Try it> Each line of the records that holds "absolute" should be shown in full.

Data for this exercise>

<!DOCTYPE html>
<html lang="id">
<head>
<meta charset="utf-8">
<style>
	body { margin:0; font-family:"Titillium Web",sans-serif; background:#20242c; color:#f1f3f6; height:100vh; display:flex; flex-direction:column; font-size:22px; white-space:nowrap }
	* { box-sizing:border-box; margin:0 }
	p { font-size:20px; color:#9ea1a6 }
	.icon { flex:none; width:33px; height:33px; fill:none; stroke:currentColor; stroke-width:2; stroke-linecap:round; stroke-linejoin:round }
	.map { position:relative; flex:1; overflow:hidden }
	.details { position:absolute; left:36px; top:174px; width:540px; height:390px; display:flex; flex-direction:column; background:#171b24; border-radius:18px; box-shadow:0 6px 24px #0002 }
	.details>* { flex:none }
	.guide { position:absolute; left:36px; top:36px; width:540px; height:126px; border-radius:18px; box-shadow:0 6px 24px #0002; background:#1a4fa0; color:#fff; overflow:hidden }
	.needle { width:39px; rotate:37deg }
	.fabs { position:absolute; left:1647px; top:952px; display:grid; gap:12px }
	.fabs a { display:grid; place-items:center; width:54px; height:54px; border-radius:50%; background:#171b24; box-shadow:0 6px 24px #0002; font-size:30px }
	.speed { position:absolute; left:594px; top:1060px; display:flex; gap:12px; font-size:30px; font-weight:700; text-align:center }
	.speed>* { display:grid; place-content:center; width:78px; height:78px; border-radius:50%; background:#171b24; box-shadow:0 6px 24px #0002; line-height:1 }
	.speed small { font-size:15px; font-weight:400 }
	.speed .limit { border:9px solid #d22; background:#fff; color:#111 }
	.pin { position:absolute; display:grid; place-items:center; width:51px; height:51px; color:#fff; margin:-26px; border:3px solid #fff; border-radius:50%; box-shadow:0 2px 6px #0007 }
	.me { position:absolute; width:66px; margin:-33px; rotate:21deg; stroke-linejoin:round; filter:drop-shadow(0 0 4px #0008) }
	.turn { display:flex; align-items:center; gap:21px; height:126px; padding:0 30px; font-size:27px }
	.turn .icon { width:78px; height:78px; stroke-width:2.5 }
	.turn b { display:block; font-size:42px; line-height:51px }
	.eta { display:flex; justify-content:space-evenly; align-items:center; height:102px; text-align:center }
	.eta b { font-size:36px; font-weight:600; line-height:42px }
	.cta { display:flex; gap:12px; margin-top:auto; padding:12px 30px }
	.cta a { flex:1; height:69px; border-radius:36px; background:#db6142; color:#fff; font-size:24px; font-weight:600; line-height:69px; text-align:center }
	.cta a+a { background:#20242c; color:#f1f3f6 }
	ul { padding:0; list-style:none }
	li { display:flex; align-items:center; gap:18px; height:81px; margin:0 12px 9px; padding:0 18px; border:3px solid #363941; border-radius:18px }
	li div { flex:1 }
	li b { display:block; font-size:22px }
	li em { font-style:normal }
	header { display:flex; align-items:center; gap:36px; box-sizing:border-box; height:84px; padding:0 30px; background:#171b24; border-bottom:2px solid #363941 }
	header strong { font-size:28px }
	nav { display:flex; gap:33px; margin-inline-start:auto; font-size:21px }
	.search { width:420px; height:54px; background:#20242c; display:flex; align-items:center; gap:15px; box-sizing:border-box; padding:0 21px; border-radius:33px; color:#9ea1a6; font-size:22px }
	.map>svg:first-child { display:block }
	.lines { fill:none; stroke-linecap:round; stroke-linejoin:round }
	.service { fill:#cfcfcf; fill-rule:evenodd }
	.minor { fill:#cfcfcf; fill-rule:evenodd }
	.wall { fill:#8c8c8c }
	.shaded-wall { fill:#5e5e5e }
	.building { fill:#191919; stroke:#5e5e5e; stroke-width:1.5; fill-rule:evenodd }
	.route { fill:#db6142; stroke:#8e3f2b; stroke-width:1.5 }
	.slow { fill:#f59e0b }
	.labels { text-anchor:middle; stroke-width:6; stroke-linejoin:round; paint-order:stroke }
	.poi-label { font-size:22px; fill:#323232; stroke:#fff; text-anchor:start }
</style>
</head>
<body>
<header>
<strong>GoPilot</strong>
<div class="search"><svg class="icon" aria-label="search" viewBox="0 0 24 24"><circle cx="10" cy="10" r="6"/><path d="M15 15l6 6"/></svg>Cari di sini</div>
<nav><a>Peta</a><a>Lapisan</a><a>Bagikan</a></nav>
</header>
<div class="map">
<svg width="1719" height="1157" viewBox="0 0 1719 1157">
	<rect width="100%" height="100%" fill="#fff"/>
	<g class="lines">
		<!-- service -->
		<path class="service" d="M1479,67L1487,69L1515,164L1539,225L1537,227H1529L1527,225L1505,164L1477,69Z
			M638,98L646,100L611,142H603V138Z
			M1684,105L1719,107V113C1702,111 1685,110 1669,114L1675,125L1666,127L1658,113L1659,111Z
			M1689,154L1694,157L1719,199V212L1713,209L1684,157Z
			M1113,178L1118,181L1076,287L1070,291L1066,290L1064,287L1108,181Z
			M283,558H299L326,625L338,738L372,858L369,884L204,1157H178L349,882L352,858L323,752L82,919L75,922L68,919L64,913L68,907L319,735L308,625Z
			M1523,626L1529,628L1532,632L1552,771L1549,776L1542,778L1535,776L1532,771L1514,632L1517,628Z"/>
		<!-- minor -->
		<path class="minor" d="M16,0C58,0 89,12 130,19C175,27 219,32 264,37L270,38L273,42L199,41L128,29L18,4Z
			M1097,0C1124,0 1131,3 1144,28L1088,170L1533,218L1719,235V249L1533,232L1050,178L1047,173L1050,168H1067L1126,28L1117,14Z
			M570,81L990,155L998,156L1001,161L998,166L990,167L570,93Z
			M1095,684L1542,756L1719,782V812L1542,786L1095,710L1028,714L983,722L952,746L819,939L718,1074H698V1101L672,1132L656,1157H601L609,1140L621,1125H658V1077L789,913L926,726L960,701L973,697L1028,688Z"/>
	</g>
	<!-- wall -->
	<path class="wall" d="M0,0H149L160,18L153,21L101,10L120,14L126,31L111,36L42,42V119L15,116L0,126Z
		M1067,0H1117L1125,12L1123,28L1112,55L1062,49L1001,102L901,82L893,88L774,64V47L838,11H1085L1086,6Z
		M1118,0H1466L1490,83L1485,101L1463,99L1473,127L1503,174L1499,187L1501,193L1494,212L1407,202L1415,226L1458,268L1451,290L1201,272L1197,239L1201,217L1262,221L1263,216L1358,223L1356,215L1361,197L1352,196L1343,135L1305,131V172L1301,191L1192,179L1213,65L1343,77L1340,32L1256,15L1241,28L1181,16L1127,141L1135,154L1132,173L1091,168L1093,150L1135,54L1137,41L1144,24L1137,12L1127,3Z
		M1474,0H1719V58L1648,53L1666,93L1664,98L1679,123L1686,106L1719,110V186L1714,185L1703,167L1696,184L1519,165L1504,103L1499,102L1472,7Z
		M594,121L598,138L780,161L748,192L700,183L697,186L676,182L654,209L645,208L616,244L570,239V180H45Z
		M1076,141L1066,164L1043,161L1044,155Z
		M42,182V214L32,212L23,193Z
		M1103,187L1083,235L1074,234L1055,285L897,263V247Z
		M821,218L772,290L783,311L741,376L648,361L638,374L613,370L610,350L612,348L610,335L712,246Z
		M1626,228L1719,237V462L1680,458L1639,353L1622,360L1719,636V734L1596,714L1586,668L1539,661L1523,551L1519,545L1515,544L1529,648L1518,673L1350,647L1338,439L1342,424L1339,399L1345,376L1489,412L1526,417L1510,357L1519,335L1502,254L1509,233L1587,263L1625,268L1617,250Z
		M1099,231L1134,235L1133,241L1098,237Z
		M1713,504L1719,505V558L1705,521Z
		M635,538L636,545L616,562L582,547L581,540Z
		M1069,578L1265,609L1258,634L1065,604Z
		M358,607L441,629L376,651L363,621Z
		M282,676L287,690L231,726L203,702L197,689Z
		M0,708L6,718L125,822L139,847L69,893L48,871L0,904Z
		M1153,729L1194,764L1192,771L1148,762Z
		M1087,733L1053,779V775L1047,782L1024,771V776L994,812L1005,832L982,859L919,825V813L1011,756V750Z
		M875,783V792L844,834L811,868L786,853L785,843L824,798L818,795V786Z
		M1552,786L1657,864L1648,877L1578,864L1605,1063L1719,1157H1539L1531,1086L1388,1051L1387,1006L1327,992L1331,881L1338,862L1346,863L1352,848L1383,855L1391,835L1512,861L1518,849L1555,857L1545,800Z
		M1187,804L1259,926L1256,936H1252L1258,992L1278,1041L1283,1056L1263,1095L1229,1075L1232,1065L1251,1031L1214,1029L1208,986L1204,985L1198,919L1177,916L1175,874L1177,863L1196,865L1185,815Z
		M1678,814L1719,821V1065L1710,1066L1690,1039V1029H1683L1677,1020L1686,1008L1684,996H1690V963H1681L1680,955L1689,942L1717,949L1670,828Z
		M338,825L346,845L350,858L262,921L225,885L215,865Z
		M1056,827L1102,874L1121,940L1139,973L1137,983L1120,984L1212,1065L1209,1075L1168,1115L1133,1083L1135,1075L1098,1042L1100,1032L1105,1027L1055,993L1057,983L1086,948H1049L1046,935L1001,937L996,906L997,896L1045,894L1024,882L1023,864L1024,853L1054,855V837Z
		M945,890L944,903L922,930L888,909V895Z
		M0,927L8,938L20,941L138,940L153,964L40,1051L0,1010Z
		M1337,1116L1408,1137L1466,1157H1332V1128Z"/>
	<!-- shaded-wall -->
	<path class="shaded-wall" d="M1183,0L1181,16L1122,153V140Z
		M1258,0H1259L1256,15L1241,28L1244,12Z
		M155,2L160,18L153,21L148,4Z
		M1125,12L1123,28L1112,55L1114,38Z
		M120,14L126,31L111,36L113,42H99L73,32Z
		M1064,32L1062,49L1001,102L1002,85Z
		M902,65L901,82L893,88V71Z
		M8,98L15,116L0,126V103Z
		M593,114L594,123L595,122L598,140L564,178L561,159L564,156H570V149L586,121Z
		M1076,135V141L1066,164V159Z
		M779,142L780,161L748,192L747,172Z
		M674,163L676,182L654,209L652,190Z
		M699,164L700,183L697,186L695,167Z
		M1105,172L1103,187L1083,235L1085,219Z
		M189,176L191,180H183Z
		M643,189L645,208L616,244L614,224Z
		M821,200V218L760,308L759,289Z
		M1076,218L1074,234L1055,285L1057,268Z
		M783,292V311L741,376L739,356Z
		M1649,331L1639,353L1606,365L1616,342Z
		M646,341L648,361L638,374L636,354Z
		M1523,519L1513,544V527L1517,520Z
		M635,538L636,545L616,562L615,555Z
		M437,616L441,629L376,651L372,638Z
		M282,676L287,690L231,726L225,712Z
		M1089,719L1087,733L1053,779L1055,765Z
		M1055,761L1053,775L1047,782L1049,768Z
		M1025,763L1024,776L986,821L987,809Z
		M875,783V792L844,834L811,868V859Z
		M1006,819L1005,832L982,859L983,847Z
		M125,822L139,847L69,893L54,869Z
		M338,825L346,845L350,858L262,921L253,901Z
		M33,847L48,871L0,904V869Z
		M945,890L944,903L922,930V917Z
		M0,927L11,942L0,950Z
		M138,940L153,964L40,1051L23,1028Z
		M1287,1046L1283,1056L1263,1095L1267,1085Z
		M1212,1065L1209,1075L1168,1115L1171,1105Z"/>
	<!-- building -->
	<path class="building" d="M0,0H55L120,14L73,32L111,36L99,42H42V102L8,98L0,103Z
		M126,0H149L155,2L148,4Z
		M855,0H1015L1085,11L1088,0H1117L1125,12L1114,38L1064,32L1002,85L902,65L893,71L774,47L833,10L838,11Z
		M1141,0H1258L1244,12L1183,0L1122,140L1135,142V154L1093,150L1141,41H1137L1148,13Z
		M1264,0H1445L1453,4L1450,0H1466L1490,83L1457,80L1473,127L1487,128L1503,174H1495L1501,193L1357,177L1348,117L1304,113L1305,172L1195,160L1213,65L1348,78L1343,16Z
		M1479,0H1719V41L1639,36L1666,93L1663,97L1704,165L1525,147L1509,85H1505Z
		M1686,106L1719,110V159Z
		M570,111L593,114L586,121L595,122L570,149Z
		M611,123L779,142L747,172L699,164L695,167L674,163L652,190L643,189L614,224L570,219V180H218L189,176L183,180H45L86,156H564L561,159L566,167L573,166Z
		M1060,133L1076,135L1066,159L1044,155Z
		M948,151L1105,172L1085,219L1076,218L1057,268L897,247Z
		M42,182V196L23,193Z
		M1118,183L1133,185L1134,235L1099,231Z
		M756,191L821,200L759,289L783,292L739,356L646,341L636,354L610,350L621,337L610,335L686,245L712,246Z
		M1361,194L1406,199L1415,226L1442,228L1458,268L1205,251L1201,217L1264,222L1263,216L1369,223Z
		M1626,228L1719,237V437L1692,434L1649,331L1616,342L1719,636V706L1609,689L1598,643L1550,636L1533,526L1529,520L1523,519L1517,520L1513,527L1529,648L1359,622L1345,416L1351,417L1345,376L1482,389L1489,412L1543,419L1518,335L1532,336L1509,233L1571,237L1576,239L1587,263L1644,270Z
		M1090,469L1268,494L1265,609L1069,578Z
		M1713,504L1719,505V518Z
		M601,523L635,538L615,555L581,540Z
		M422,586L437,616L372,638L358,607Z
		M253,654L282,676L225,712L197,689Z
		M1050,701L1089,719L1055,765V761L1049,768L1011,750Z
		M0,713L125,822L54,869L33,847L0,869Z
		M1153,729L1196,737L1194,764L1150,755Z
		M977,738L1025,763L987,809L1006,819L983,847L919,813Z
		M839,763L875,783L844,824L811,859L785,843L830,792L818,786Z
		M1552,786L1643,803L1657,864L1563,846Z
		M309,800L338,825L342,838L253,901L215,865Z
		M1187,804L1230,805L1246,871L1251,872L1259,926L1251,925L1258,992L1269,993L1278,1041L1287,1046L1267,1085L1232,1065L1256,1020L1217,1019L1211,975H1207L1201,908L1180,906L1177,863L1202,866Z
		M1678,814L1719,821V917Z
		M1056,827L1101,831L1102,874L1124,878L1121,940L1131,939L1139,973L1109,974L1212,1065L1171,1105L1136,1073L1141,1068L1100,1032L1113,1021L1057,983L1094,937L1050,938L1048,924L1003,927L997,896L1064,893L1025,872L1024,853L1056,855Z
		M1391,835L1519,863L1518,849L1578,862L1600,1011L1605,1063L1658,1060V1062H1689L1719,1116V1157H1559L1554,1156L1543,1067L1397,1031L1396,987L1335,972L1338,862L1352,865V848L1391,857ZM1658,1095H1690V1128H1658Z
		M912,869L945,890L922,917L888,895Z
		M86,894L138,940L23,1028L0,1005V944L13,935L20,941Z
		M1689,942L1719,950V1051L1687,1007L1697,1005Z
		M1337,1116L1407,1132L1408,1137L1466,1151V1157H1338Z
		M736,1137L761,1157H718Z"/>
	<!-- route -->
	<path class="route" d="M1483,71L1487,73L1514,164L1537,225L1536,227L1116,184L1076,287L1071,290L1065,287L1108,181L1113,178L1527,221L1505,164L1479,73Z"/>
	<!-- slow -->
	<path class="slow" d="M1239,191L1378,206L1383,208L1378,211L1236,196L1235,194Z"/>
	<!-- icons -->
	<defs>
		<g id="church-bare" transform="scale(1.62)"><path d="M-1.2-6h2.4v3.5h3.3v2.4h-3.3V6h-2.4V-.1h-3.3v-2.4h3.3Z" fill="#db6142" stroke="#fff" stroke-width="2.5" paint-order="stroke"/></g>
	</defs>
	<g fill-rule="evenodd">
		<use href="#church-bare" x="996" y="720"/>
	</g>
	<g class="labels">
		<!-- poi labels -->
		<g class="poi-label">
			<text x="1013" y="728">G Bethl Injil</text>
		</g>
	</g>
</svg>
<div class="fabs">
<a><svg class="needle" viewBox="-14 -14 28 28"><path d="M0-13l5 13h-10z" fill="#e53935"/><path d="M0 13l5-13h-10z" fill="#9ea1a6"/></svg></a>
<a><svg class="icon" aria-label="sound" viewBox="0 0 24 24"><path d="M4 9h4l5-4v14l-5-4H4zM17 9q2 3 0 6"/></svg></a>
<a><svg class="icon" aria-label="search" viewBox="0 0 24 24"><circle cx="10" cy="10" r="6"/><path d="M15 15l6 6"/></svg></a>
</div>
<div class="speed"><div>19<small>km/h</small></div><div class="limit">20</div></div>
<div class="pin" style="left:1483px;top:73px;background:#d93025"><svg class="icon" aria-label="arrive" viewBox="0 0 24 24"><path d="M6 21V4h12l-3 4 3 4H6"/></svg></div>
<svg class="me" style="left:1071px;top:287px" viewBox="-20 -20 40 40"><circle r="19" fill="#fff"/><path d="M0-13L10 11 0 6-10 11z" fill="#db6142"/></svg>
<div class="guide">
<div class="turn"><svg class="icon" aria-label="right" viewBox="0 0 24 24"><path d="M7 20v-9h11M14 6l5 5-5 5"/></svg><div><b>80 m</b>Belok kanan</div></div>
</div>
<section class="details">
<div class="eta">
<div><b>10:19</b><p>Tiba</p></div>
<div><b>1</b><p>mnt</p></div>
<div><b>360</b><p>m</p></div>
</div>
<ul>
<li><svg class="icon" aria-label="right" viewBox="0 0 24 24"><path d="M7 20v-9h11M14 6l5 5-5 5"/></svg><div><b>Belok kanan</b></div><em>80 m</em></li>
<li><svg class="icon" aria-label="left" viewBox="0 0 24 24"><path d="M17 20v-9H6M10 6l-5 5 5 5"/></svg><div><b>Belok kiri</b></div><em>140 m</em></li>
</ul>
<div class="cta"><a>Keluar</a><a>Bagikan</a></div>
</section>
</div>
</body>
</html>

Response area>
	.details { position:absolute; left:36px; top:174px; width:540px; height:390px; display:flex; flex-direction:column; background:#171b24; border-radius:18px; box-shadow:0 6px 24px #0002 }
	.guide { position:absolute; left:36px; top:36px; width:540px; height:126px; border-radius:18px; box-shadow:0 6px 24px #0002; background:#1a4fa0; color:#fff; overflow:hidden }
	.fabs { position:absolute; left:1647px; top:952px; display:grid; gap:12px }
	.speed { position:absolute; left:594px; top:1060px; display:flex; gap:12px; font-size:30px; font-weight:700; text-align:center }
	.pin { position:absolute; display:grid; place-items:center; width:51px; height:51px; color:#fff; margin:-26px; border:3px solid #fff; border-radius:50%; box-shadow:0 2px 6px #0007 }
	.me { position:absolute; width:66px; margin:-33px; rotate:21deg; stroke-linejoin:round; filter:drop-shadow(0 0 4px #0008) }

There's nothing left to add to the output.